The horrific story of the abuse of a young girl they detailed literally took our breath away.
I almost wished Melva would stop turning the pages in the portfolio as one terrifying and tragic image after another was revealed.
In many of the pieces the girl’s lower body was a cage.
In others it was clear to see that the perpetrator of the violence had seduced the girl and covered up his deathly evil intent with beautiful words.
In this image he appears to have used music to trap her and leave her heart and body a tortured prisoner unable to escape. After looking at her daughter’s sketches it was clear their vision had been directly translated into Melva’s work.
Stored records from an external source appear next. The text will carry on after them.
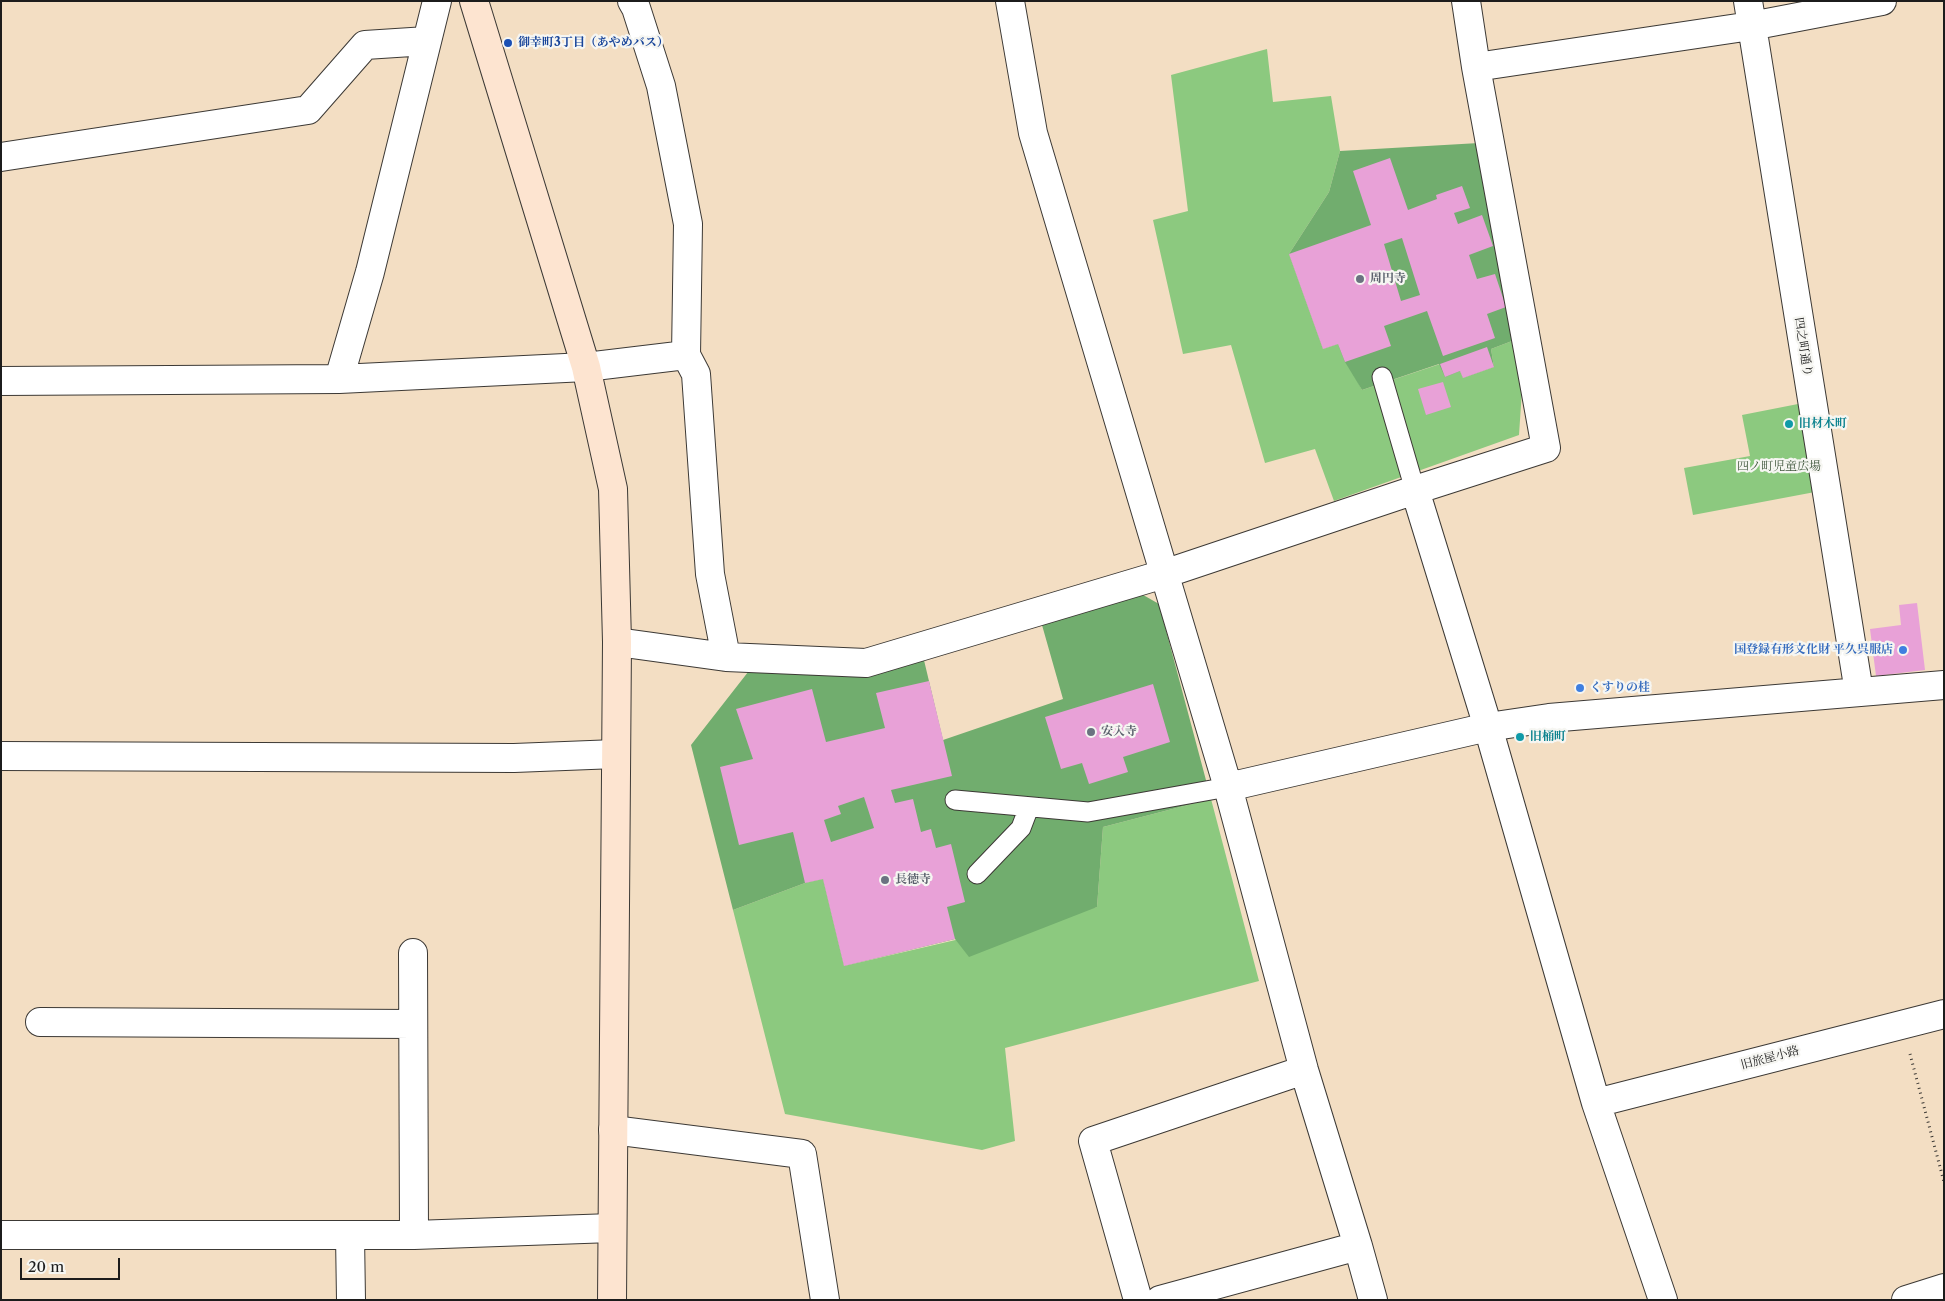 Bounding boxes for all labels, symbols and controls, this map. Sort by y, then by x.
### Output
place label: 御幸町3丁目（あやめバス） [518,36,669,50]
marker: 御幸町3丁目（あやめバス） [502,37,514,49]
place label: 周円寺 [1370,272,1406,286]
marker: 周円寺 [1354,273,1366,285]
street label: 四之町通り [1791,316,1815,378]
place label: 旧材木町 [1799,417,1847,431]
marker: 旧材木町 [1783,418,1795,430]
park label: 四ノ町児童広場 [1737,460,1821,474]
place label: 国登録有形文化財 平久呉服店 [1734,643,1893,657]
marker: 国登録有形文化財 平久呉服店 [1897,644,1909,656]
place label: くすりの桂 [1590,681,1650,695]
marker: くすりの桂 [1574,682,1586,694]
place label: 安入寺 [1101,725,1137,739]
marker: 安入寺 [1085,726,1097,738]
place label: 旧桶町 [1530,730,1566,744]
marker: 旧桶町 [1514,731,1526,743]
place label: 長徳寺 [895,873,931,887]
marker: 長徳寺 [879,874,891,886]
street label: 旧旅屋小路 [1739,1043,1801,1073]
scale bar [22,1248,122,1280]
text: 20 m [28,1257,64,1276]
I couldn’t stop looking at the sculptures like this one where the girl’s heart is hanging, dangling and damaged inside the cage her body has become.
She holds a skeleton’s head in her hand. Is she contemplating death? Look at the hair ornaments which are obviously instruments of torture and pain. My sister and I were both moved to tears as we stood looking at Melva’s sculptures.
My sister is a former nurse and I am a former high school teacher, and in those areas of work there is no escaping the fact that you will be witness to the stories of women and girls who have experienced violence and abuse. Later my sister and I would talk about how hearing stories of abuse and physical violence is difficult, but that seeing it in the visual way Melva and her daughter have portrayed it was in some ways even more disturbing.
Because the person telling the story is not right there you aren’t intent on helping them and listening to them. The artwork has in some way more permanence than an oral story, and lets you focus and think and contemplate the horror of the womens’ experience. It transforms their stories into another medium that speaks to people in different ways and allows you to almost viscerally access the emotion the women feel.In this sculpture the young girl is literally split in two. Melva said when it was exhibited a pendulum hung between the girl’s legs illustrating how she vaccilated about whether to choose death as a way to end the torture and escape her abuser.
Melva told us after Silent Prey was intially exhibited she tried to look for other opportunities to display it but that has been difficult. She believes people would still like to ignore the reality of physical and sexual abuse.
While I was thinking about Silent Prey and preparing to write my newspaper column about it, Pope Francis was meeting in Rome with the heirarchy of the Catholic Church to discuss the issue of endemic abuse and violence against women and children by priests and clergy in his denomination. I kept wishing Silent Prey could have been on display at the Vatican during that meeting. Artwork like Melva and Aura’s needs to have an important place amongst the masterpieces in the Vatican’s twenty billion dollar art collection as a visible sign the church is taking sexual abuse seriously.
There is a spiritual dimension to the work Melva and her daughter did to create Silent Prey. Melva believes the exhibit is the result of divine inspiration and guidance from God. She feels she and her daughter are part of something bigger, a worldwide effort to protect the innocent. Their stunning artwork inspires the viewer to support that cause in any way they can.